(Saved data entries)
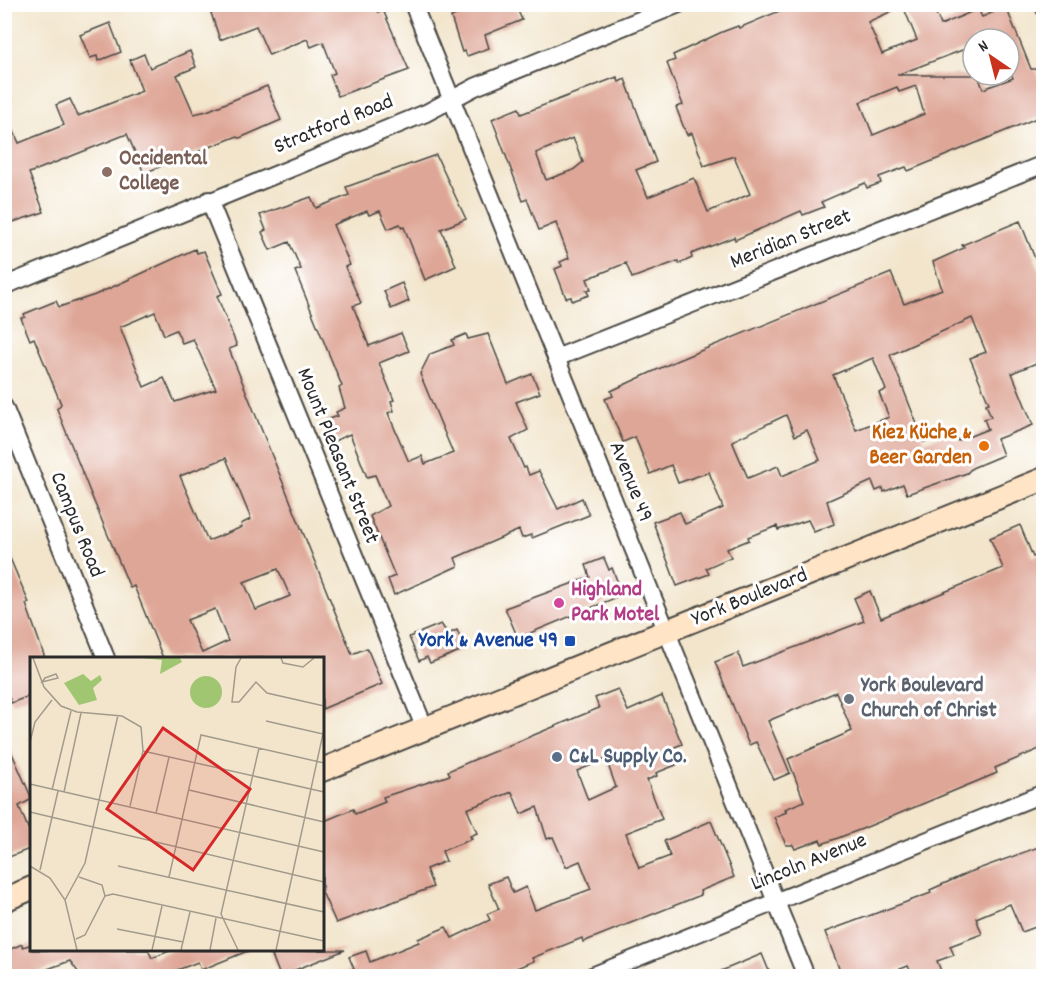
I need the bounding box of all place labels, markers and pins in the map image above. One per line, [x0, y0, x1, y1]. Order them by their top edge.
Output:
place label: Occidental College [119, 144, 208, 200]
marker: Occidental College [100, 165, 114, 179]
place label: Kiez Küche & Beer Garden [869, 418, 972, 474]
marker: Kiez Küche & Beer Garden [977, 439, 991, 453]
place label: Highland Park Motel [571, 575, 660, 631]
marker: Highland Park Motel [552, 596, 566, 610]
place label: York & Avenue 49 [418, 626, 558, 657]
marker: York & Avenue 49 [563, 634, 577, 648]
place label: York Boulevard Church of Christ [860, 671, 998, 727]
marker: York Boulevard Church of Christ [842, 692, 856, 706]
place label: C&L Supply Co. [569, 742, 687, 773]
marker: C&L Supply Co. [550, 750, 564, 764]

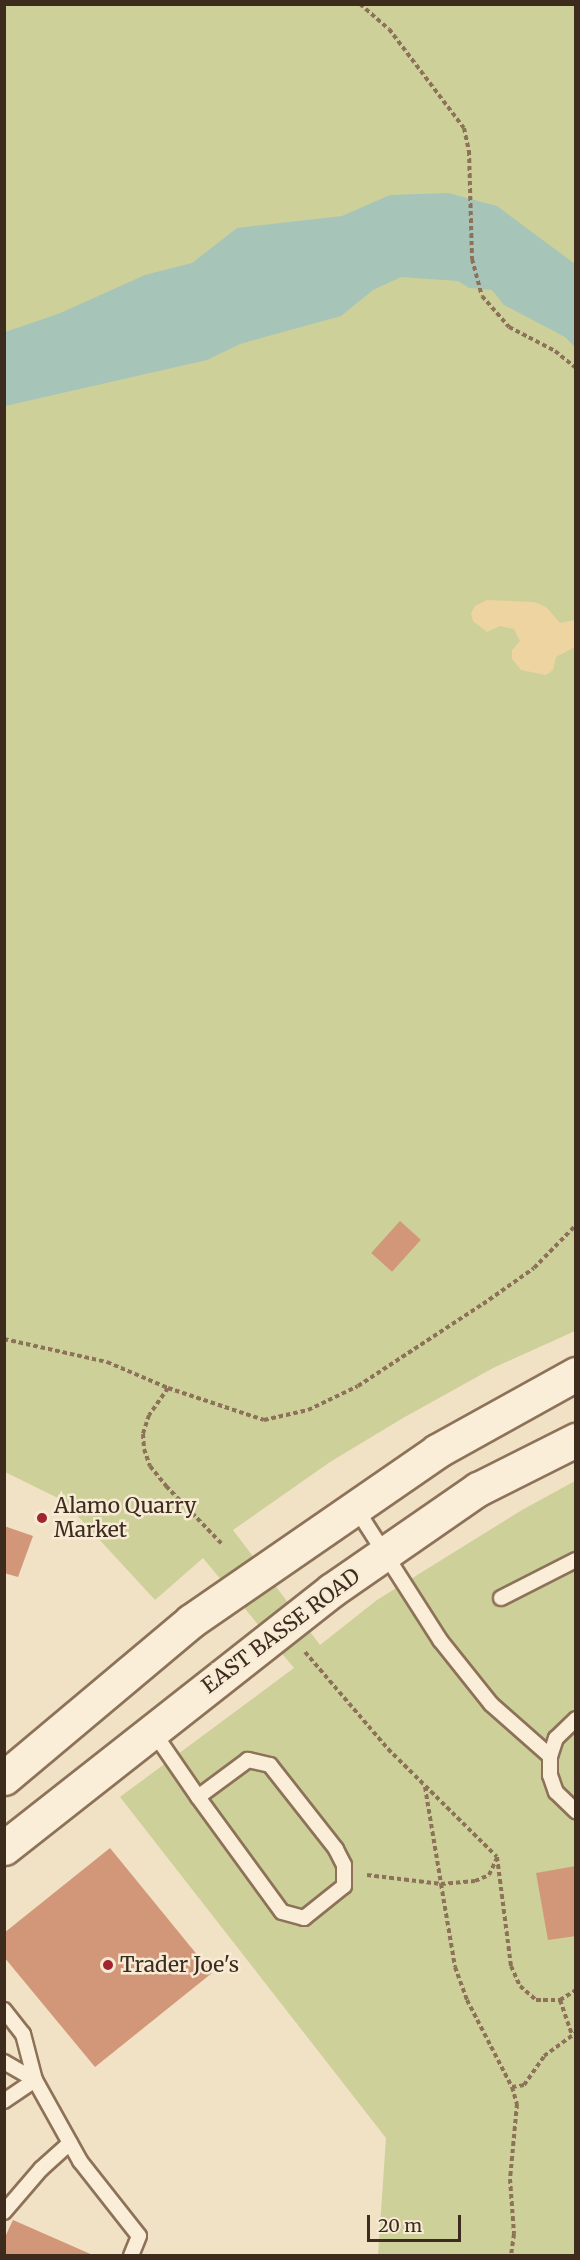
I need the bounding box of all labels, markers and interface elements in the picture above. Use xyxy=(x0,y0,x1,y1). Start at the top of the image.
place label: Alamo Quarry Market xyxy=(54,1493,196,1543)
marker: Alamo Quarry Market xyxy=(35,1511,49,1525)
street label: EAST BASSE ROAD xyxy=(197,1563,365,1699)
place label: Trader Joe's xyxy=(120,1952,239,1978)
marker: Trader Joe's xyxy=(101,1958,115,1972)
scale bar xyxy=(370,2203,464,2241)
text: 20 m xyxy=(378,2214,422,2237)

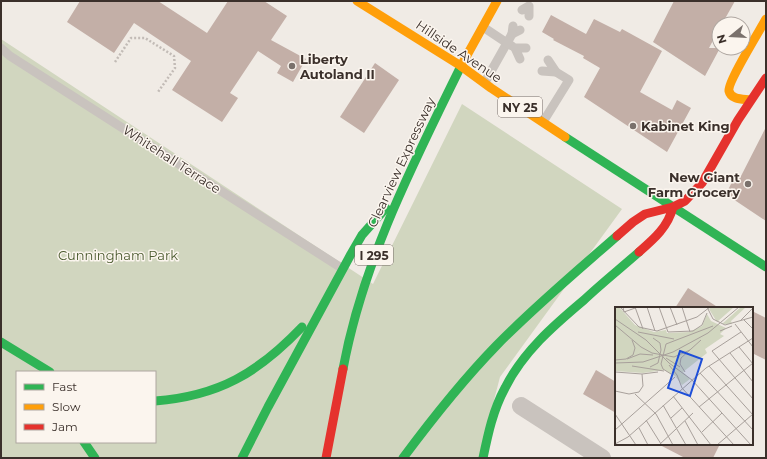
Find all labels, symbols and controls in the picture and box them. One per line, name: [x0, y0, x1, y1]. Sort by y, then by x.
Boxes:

• Problem details
Where the string "them" occurs in a line above, count that line, and report solely the final figure.

• Answer section
2